En outre, le fait de participer à une mesure d'instruction ordonnée en référé n'implique pas, à lui seul, la volonté de renoncer à une forclusion, invoquée ensuite dès le début de la procédure devant les juges du fond (Cass. civ. 3, 17 janvier 1996, n° 93-19.407, F-D (N° Lexbase : A9431ABW et Cass. civ. 2, 9 décembre 2010, n° 10-12.233, F-D N° Lexbase : A9245GMD).
On retiendrait, enfin, que la renonciation tacite à la prescription résulte d'actes accomplis en connaissance de cause et manifestant la volonté non équivoque de renoncer (Cass. com., 4 juillet 2000, n° 97-11.571, F-D N° Lexbase : A5451CMT). En l'espèce, la cour d'appel a retenu, à bon droit, que le fait que l'avocat indique à son client que l'adversaire accepte le jugement, n'emporte pas renonciation par cet adversaire à opposer au client tous les moyens tirés de la prescription.
Par ailleurs, c'est dans l'exercice de son pouvoir souverain d'appréciation et sans avoir à mettre en évidence une proposition chiffrée émanant du transporteur, que la cour d'appel a retenu qu'une société de transports a reconnu sa responsabilité dans un courrier adressé en réponse à une réclamation, et rédigé en ces termes "ce litige a été remis à notre assurance et nous vous rembourserons le montant des dégâts dès que nous aurons été remboursés par notre assurance" et que cette reconnaissance, intervenue après l'expiration du délai de prescription, entraîne renonciation à se prévaloir de celle-ci (Cass. com., 7 juillet 2009, n° 08-13.499, F-D N° Lexbase : A7280EIH).
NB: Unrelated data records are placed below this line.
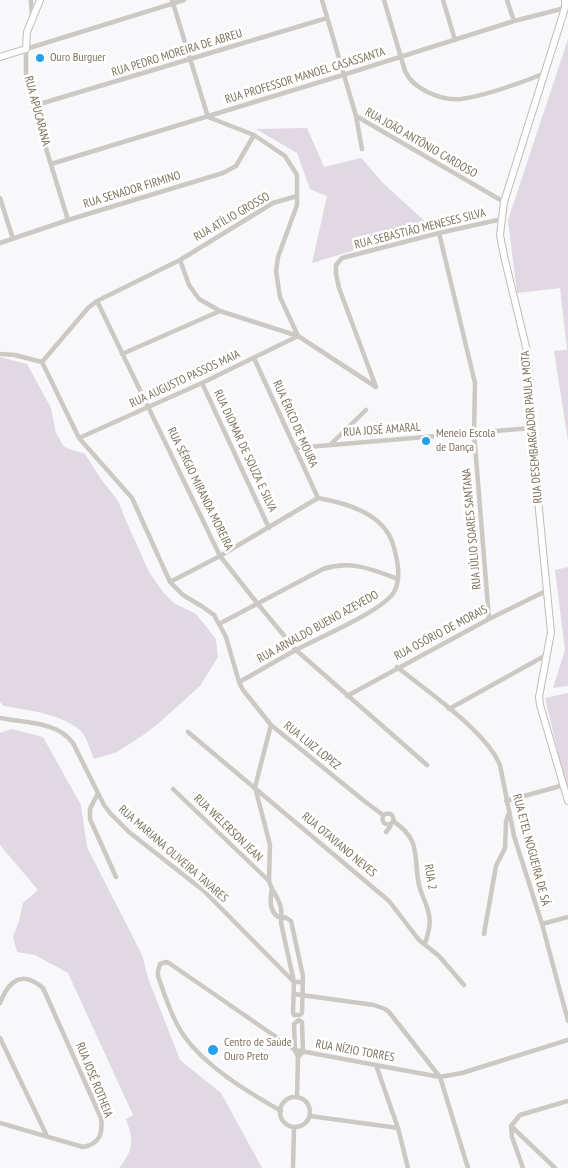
<!DOCTYPE html>
<meta charset="utf-8">
<style>
body{margin:0}
canvas{display:block;background:#f8f7fa}
</style>
<canvas width="568" height="1168"></canvas>
<script>
const ctx = document.querySelector('canvas').getContext('2d');
ctx.lineJoin = 'round';
function fill(path, color) {
  ctx.fillStyle = color;
  ctx.fill(path, 'evenodd');
}
function strokePath(path, color, width, dash) {
  ctx.strokeStyle = color;
  ctx.lineWidth = width;
  ctx.lineCap = dash ? 'butt' : 'round';
  ctx.setLineDash(dash || []);
  ctx.stroke(path);
}
function drawText(font, color, halo, rows, align = 'center') {
  ctx.font = font + ' "PT Sans Narrow",sans-serif';
  ctx.lineWidth = 5;
  ctx.setLineDash([]);
  ctx.textBaseline = 'middle';
  ctx.strokeStyle = halo;
  ctx.fillStyle = color;
  for (const [text, x, y, turn = 0] of rows) {
    ctx.save();
    ctx.translate(x, y);
    ctx.rotate((+turn || 0) * Math.PI / 180);
    ctx.textAlign = isNaN(turn) ? turn : align;
    if (halo) ctx.strokeText(text, 0, 0);
    ctx.fillText(text, 0, 0);
    ctx.restore();
  }
}
const green = new Path2D(`
 M568,39V441L554,351L567,350L560,288L517,293L508,220Z
 M307,128L324,167L361,158L384,184L431,227L312,263L327,196L310,189L297,153L256,129Z
 M0,357L27,364L51,408L56,433L64,447L85,454L101,479L118,501L127,523L149,572L163,592L174,603L196,614L216,639L218,657L200,686L161,721L145,734L117,752L94,759C90,751 87,737 81,731C63,714 27,710 4,706L0,702Z
 M568,567V686L553,688L565,650L555,570Z
 M568,693V788H566L545,698Z
 M11,729L43,737L81,805L87,847L142,955L148,978L180,1060L221,1093L262,1168H119C134,1149 134,1142 126,1119L133,1115L68,973L35,955L17,952L13,937L19,921L23,903L38,890L0,845V733Z`);
const street = new Path2D(`
 M31,0L32,18
 M322,0L356,116L504,202
 M384,0L405,71C413,89 441,101 461,99C485,96 520,83 543,74
 M443,0L455,40
 M507,0L514,21
 M33,106L327,18
 M356,116L362,149
 M51,164L343,75L514,21L565,8
 M0,198L13,239
 M68,220L33,106L26,79V49L184,0
 M439,233L475,383L474,433L489,619
 M0,243L68,220L223,173L236,166L254,135
 M180,260L189,285L199,299L220,311L298,336L376,387
 M97,301L220,556L257,603L296,650L427,765
 M0,354L15,355L42,362
 M122,354L220,311
 M254,358L318,498
 M42,362L79,438L132,498L170,582L183,595L203,607L214,615L219,624L226,637L239,682L243,690L271,725L363,800L383,815
 M42,362L88,308L97,301L180,260L273,203L297,196
 M202,383L269,528
 M376,387L339,288L336,274V265L342,258L439,233L502,219
 M79,438L202,383L298,336L280,297L276,271L278,257L297,205V175L285,156L254,135L208,117L172,0
 M331,444L366,410
 M296,448L531,428
 M170,582L220,556L318,498C346,503 383,513 393,544C397,558 402,578 394,592C383,611 318,638 296,650C277,660 258,672 239,682
 M219,624L323,569C351,560 371,569 398,579
 M397,667C427,691 486,731 500,765L514,836L542,924L568,1021
 M347,696L489,619L546,591
 M449,709L548,654
 M0,718C24,723 57,721 73,743L104,805L110,813L129,832L204,891L294,982H303
 M271,725L255,787L270,845L269,881L272,889
 M188,732L389,901L419,940L439,956L464,985
 M173,789L269,881
 M98,793L90,809V819L116,877
 M506,801L564,785
 M382.5 819a5.5 5.5 0 1 1 11 0a5.5 5.5 0 1 1-11 0Z
 M393,821C422,840 413,856 419,885C421,894 426,902 428,911C432,922 428,933 425,944
 M386,832L390,827L391,823
 M272,889C277,897 283,907 281,916L278,917C269,910 270,899 272,889Z
 M285,917L291,921L303,976L302,1013L300,1015H294L293,1012L294,982L281,923V920Z
 M542,924L568,917
 M484,934L496,866L505,848L506,822L508,815
 M294,994L374,1005L385,1009L389,1012L440,1077L468,1168
 M0,1003C9,980 22,970 43,988L101,1118C103,1133 100,1144 83,1147L0,1123
 M0,1038L47,1136
 M376,1065L398,1128L408,1168
 M297,1097L298,1057L295,1050L294,1024L299,1020L302,1022V1024L303,1052L298,1057
 M280 1112a15 15 0 1 1 30 0a15 15 0 1 1-30 0Z
 M281,1111C248,1092 206,1067 184,1036C172,1018 165,996 158,976V971L160,964L166,962L169,963L295,1050L440,1077L462,1073L568,1040
 M310,1116L398,1128
 M511,1126L520,1115L568,1101
 M511,1126L555,1168
 M511,1126L512,1137L523,1168
 M293,1168L294,1127`);
const secondary = new Path2D(`
 M565,0V8L504,202L500,235L504,256L527,351L530,381L531,428L549,612L551,632L539,697L540,705L568,801
 M0,57L26,49L27,32L40,0`);
const markers = [
 [40,58,5,"#24a0ed"],
 [426,441,5,"#24a0ed"],
 [213,1050,6,"#24a0ed"]
];
const streetNames = [
 ["RUA PEDRO MOREIRA DE ABREU",177,53,-17],
 ["RUA PROFESSOR MANOEL CASASSANTA",305,76,-17],
 ["RUA APUCARANA",37,111,75],
 ["RUA JOÃO ANTÔNIO CARDOSO",421,143,30],
 ["RUA SENADOR FIRMINO",132,190,-17],
 ["RUA ATÍLIO GROSSO",232,217,-30],
 ["RUA SEBASTIÃO MENESES SILVA",420,229,-14],
 ["RUA AUGUSTO PASSOS MAIA",185,379,-25],
 ["RUA ÉRICO DE MOURA",295,424,66],
 ["RUA DESEMBARGADOR PAULA MOTA",532,427,-95],
 ["RUA JOSÉ AMARAL",382,430,-4],
 ["RUA DIOMAR DE SOUZA E SILVA",245,451,65],
 ["RUA SÉRGIO MIRANDA MOREIRA",200,489,64],
 ["RUA JÚLIO SOARES SANTANA",472,529,-95],
 ["RUA ARNALDO BUENO AZEVEDO",318,627,-29],
 ["RUA OSÓRIO DE MORAIS",441,633,-28],
 ["RUA LUIZ LOPEZ",312,746,39],
 ["RUA WELERSON JEAN",228,828,44],
 ["RUA OTAVIANO NEVES",339,845,40],
 ["RUA ETEL NOGUEIRA DE SÁ",531,850,75],
 ["RUA MARIANA OLIVEIRA TAVARES",173,854,41],
 ["RUA 2",430,877,80],
 ["RUA NÍZIO TORRES",355,1051,10],
 ["RUA JOSÉ ROTHEIA",94,1080,68]
];
const poiNames = [
 ["Ouro Burguer",50,58],
 ["Meneio Escola",436,434],
 ["de Dança",436,448],
 ["Centro de Saúde",224,1043],
 ["Ouro Preto",224,1057]
];
fill(green, '#e0d8e2');
strokePath(secondary, '#c1bcb5', 8);
strokePath(street, '#ccc8c3', 4.5);
strokePath(secondary, '#fff', 6);
for (const [x, y, r, color] of markers) {
  const dot = new Path2D();
  dot.arc(x, y, r, 0, 2 * Math.PI);
  ctx.fillStyle = color;
  ctx.fill(dot);
  strokePath(dot, '#fff', 2);
}
drawText('12px', '#7e715e', '#fff', streetNames);
drawText('12px', '#7e715e', '#fff', poiNames, 'left');
</script>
Toutes ces décisions ne sont pas, stricto sensu, applicables à la matière fiscale, bien que le juge fiscal doit apprécier la caractère tacite de la renonciation à l'égard d'éléments non équivoques, mais force est de constater qu'un certain nombre de leçons sont à tirer, si l'on ne veut défier tout civisme fiscal, avec "habilité". D'abord, on retiendra que le fait de correspondre avec son créancier ou son débiteur au sujet de la créance en cause n'emporte pas, de facto renonciation à une quelconque prescription et que la renonciation ne peut se déduire que d'un ensemble de faits et/ou d'écrits non équivoques. Ensuite, la contestation du paiement de l'impôt, préalable à l'invocation de la prescription de l'action en recouvrement de cet impôt, n'emporte pas, non plus, de renonciation tacite. Face au "particularisme du droit fiscal", un bon fiscaliste se devra d'avoir les réflexes privatistes ad hoc.